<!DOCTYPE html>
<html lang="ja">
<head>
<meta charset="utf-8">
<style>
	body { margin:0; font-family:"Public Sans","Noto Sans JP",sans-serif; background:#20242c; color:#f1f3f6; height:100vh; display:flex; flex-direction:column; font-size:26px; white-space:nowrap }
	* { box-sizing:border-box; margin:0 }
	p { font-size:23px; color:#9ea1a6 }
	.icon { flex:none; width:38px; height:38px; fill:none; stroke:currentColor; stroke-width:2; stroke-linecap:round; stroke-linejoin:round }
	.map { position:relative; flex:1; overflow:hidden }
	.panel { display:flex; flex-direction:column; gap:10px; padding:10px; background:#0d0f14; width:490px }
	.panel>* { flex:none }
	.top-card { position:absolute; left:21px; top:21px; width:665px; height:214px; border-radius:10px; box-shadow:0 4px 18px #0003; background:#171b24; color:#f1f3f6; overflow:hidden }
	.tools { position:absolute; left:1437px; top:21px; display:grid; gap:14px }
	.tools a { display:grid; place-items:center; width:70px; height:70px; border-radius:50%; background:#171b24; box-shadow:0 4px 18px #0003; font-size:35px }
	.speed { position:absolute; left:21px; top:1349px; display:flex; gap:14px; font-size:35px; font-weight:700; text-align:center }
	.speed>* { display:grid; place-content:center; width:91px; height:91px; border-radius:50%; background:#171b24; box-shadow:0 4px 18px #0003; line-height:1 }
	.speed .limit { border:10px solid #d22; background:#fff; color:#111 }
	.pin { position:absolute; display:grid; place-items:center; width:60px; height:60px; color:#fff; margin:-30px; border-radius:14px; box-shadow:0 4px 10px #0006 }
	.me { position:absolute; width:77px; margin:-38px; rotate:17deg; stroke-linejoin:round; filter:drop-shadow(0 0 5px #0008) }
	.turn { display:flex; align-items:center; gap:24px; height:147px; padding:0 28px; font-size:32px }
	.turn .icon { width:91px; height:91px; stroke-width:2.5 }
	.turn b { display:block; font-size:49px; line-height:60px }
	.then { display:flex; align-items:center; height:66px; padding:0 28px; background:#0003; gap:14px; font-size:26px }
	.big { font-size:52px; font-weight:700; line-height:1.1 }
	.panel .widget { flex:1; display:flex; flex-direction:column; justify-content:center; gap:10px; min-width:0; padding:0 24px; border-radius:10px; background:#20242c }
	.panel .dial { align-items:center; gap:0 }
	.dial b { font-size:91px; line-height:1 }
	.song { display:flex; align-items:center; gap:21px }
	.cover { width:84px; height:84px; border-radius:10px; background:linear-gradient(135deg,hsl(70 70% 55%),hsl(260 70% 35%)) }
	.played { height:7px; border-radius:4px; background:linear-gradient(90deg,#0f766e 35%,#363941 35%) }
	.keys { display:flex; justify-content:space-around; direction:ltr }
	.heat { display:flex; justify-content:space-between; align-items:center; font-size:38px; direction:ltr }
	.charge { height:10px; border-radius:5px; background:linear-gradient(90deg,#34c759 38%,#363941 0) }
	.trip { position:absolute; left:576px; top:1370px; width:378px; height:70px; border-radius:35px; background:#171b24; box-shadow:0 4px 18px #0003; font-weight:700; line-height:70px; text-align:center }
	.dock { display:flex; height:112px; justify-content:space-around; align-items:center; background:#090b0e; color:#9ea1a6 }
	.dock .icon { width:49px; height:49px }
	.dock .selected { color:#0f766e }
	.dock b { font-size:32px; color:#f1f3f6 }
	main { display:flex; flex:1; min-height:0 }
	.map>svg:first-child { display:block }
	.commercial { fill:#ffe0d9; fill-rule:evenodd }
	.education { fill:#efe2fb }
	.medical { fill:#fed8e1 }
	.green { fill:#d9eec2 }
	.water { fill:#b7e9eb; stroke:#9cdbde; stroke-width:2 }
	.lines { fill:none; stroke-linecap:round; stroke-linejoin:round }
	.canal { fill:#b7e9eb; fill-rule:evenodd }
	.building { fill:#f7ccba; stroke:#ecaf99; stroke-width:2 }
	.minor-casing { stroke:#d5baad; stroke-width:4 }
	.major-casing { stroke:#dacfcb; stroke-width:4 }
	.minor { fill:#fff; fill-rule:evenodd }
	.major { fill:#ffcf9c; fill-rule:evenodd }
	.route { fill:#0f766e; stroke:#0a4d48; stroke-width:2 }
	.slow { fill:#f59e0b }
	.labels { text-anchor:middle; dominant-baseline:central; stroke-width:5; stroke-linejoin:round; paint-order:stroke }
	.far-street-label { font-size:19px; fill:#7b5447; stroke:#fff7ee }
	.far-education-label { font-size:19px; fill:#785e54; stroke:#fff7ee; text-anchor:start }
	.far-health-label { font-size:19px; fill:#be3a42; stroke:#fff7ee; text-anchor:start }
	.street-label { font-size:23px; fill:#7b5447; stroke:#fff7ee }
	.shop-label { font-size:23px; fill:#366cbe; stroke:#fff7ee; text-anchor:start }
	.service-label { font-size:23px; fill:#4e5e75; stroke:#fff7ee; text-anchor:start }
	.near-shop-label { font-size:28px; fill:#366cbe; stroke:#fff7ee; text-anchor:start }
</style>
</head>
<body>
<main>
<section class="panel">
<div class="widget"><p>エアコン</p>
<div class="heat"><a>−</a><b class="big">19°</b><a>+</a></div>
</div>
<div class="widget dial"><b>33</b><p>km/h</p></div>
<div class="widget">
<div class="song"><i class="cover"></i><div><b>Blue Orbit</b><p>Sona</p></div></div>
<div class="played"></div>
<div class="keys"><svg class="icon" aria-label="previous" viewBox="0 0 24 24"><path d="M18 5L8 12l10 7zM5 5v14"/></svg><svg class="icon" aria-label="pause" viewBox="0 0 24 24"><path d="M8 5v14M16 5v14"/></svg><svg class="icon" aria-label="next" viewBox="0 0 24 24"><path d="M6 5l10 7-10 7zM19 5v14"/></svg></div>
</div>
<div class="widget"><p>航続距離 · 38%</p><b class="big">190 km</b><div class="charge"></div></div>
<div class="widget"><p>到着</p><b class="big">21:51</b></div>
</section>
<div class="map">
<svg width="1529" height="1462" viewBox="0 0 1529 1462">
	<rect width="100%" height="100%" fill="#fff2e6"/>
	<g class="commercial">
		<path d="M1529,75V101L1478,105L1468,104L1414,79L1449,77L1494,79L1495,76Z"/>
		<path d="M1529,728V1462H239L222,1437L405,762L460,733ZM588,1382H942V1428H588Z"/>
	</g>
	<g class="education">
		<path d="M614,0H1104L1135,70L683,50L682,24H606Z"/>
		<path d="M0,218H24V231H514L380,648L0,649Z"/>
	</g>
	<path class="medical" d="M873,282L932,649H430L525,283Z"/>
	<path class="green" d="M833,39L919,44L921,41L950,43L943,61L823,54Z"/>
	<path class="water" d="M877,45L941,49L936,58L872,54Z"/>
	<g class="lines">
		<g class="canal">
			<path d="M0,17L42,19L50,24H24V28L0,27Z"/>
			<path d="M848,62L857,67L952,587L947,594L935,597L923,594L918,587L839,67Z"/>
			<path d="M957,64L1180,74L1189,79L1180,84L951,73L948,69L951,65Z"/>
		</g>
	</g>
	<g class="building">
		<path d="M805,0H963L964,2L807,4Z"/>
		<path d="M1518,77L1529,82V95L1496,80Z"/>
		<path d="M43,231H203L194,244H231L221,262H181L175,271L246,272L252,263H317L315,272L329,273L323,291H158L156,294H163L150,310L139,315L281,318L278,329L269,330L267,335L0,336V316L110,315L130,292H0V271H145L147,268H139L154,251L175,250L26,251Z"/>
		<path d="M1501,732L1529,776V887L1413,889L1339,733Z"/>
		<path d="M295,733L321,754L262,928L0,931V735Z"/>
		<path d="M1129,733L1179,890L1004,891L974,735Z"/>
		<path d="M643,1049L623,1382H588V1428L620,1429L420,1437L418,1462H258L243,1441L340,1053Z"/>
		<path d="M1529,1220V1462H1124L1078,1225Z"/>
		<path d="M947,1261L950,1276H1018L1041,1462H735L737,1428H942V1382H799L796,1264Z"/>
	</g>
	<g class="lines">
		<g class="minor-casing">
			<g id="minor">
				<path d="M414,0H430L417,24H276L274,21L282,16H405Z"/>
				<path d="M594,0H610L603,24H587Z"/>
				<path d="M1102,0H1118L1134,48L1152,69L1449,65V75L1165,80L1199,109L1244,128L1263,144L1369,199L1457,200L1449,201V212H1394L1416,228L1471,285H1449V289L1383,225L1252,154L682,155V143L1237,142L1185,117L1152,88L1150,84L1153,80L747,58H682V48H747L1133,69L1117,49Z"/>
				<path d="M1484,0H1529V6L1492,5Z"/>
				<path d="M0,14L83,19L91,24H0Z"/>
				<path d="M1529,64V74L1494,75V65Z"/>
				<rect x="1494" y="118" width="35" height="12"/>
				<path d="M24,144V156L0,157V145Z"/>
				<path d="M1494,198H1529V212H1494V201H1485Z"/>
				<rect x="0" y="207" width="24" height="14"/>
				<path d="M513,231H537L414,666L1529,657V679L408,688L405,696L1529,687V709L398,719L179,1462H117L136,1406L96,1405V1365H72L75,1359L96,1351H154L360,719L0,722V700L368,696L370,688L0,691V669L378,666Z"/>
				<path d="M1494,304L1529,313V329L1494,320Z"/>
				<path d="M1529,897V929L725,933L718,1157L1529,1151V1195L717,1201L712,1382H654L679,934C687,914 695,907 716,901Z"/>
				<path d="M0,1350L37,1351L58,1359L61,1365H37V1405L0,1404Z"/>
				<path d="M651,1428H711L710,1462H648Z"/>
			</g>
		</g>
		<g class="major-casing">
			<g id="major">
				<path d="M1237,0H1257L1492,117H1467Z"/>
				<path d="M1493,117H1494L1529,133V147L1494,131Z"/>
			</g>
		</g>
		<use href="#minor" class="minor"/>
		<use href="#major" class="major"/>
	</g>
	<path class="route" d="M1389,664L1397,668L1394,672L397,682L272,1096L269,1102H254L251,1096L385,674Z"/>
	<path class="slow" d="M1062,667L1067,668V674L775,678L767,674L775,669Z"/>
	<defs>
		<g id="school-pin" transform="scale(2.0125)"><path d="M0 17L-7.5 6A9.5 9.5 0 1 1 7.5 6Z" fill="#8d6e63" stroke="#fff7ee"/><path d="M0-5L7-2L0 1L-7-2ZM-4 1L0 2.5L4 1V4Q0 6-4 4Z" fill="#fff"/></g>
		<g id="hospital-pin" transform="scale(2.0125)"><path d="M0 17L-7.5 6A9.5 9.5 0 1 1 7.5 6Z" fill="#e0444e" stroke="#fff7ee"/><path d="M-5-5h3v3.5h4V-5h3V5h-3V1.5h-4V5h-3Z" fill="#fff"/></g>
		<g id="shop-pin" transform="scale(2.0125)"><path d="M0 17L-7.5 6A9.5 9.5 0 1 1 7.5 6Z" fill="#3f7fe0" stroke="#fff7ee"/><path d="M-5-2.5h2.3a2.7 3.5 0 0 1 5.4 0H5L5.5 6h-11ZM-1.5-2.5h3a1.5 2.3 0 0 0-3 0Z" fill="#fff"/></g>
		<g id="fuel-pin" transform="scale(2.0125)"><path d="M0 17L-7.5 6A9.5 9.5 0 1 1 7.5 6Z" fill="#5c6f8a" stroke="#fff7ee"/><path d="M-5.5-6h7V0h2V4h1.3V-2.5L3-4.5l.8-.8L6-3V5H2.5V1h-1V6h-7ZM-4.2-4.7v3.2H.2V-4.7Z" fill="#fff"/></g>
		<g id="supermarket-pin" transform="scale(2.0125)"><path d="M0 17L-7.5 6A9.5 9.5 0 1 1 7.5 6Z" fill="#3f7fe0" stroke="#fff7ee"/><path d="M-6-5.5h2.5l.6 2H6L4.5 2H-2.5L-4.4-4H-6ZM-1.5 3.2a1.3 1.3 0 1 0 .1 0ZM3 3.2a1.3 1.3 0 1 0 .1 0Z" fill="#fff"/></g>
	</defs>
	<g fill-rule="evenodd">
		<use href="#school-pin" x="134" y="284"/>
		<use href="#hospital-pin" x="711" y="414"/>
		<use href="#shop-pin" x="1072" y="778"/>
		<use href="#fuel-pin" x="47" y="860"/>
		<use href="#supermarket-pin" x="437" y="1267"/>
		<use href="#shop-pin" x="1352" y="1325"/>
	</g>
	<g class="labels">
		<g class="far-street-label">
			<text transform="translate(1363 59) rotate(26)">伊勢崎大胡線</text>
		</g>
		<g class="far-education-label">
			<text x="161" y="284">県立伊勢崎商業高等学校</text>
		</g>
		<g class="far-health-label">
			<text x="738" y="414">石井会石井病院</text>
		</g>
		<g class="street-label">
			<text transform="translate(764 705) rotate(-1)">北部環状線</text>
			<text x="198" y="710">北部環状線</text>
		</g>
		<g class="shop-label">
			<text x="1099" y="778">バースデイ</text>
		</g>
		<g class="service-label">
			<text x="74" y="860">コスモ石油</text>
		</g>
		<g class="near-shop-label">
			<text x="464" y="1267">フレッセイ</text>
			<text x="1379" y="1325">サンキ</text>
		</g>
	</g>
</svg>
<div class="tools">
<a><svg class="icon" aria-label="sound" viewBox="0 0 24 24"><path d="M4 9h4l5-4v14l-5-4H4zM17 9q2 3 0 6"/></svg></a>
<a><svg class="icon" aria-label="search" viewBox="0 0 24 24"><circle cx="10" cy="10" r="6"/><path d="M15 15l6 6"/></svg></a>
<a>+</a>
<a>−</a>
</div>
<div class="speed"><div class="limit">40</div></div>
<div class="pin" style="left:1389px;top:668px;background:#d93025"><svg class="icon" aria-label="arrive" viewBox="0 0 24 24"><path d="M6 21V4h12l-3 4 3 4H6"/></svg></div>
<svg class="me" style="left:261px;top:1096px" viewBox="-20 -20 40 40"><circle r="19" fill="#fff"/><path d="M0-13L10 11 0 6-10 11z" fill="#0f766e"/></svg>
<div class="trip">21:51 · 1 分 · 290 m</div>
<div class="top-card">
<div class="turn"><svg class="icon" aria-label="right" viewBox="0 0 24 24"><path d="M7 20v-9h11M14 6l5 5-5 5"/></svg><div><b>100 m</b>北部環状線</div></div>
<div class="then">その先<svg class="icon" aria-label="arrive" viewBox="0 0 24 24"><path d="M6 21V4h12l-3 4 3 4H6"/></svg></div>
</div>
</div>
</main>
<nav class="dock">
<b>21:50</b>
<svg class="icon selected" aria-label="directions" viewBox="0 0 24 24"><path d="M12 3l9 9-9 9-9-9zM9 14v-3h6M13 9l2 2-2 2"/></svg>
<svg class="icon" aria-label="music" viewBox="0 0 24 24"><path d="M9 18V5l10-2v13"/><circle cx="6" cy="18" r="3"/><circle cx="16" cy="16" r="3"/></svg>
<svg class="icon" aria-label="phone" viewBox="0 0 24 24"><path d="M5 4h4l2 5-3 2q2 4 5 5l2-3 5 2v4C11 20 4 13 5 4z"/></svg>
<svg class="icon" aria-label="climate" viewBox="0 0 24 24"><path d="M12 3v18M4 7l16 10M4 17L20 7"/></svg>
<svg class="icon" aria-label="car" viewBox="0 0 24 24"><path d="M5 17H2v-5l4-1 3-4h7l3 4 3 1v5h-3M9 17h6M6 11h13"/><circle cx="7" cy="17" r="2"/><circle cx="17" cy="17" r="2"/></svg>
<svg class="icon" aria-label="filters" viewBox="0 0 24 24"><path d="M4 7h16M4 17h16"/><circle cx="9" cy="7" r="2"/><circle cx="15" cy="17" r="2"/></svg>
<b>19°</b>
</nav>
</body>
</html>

• • • • •

§ **Work instruction**
Wherever the string "overflow" appears in a line of the records above, copy that line.

§ **Answer for the task**
	.map { position:relative; flex:1; overflow:hidden }
	.top-card { position:absolute; left:21px; top:21px; width:665px; height:214px; border-radius:10px; box-shadow:0 4px 18px #0003; background:#171b24; color:#f1f3f6; overflow:hidden }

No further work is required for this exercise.